### [HOW TO COMPLETE THIS TASK]
State how many lines of the entries hold the string "Elementary", and output nothing but that count.
----- RECORDS TO USE -----
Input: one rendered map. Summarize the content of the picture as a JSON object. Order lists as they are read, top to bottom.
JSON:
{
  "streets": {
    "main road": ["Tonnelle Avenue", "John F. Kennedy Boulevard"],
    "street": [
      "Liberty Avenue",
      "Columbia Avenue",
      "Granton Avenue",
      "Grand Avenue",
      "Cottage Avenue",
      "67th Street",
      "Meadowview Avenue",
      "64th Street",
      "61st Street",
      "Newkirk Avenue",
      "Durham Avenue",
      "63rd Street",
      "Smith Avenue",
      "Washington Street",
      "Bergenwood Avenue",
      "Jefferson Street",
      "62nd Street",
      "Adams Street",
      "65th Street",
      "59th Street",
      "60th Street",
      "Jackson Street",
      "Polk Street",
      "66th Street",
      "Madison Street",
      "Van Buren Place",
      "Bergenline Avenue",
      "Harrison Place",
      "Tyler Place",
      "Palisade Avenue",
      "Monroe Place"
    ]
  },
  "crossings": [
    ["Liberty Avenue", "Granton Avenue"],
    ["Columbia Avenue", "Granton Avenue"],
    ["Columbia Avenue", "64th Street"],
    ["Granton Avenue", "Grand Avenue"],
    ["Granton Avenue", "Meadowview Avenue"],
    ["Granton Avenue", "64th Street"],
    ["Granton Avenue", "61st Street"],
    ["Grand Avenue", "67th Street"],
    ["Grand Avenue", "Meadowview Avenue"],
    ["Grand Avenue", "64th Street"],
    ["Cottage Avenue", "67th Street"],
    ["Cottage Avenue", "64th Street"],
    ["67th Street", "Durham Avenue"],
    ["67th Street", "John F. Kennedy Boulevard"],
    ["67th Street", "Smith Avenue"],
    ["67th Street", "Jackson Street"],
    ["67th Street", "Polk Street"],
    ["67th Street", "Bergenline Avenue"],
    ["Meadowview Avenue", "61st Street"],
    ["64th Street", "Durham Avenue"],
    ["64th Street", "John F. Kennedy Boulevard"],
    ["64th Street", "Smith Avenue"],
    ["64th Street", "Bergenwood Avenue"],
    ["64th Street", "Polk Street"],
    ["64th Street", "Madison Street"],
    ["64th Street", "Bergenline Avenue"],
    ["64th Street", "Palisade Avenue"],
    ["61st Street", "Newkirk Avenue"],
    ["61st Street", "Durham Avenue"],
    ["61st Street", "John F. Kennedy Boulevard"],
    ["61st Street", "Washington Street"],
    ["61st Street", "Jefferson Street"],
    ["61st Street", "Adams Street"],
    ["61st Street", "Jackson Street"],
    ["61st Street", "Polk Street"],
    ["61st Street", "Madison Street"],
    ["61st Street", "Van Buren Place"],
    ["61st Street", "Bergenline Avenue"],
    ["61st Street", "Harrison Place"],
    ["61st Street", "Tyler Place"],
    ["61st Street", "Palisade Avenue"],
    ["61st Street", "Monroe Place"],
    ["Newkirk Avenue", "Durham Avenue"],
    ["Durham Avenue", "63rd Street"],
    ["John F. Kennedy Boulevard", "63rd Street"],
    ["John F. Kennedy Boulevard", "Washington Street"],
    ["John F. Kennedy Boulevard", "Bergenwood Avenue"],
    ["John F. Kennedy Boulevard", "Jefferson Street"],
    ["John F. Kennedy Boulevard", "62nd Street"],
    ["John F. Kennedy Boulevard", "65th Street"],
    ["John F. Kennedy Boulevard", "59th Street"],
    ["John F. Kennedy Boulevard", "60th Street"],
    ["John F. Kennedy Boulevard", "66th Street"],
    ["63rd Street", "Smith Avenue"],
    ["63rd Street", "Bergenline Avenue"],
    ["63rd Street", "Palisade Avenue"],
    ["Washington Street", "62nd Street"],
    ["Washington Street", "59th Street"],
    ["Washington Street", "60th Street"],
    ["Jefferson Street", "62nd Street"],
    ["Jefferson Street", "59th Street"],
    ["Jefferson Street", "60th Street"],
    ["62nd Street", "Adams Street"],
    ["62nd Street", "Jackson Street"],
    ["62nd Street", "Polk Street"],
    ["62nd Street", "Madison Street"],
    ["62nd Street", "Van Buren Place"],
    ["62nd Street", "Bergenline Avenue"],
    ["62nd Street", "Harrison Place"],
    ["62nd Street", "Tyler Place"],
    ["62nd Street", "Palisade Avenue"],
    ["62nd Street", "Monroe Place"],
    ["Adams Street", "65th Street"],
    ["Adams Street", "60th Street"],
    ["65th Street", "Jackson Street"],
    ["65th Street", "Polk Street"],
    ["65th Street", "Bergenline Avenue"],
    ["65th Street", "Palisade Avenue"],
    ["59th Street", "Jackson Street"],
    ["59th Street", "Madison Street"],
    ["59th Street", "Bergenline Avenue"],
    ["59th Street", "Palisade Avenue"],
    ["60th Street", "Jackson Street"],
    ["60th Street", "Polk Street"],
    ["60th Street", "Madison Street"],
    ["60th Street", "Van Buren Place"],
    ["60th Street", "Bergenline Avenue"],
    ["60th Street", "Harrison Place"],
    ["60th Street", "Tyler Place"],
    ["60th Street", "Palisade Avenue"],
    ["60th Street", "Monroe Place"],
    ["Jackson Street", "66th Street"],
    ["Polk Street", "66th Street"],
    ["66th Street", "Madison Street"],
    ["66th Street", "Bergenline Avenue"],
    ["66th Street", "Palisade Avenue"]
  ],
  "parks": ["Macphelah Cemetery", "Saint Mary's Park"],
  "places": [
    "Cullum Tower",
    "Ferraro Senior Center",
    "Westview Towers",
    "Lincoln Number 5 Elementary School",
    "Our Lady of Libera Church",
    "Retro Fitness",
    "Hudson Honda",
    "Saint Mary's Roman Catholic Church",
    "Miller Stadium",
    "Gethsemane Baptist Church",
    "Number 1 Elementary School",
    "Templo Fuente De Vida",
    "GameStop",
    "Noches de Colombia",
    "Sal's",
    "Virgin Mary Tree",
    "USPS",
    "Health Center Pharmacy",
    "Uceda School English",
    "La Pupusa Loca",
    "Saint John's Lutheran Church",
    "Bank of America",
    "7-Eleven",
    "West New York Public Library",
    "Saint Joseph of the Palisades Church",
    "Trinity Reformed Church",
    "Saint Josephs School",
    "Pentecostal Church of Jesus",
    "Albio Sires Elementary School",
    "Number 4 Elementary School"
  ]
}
-----
### [YOUR SOLUTION]
4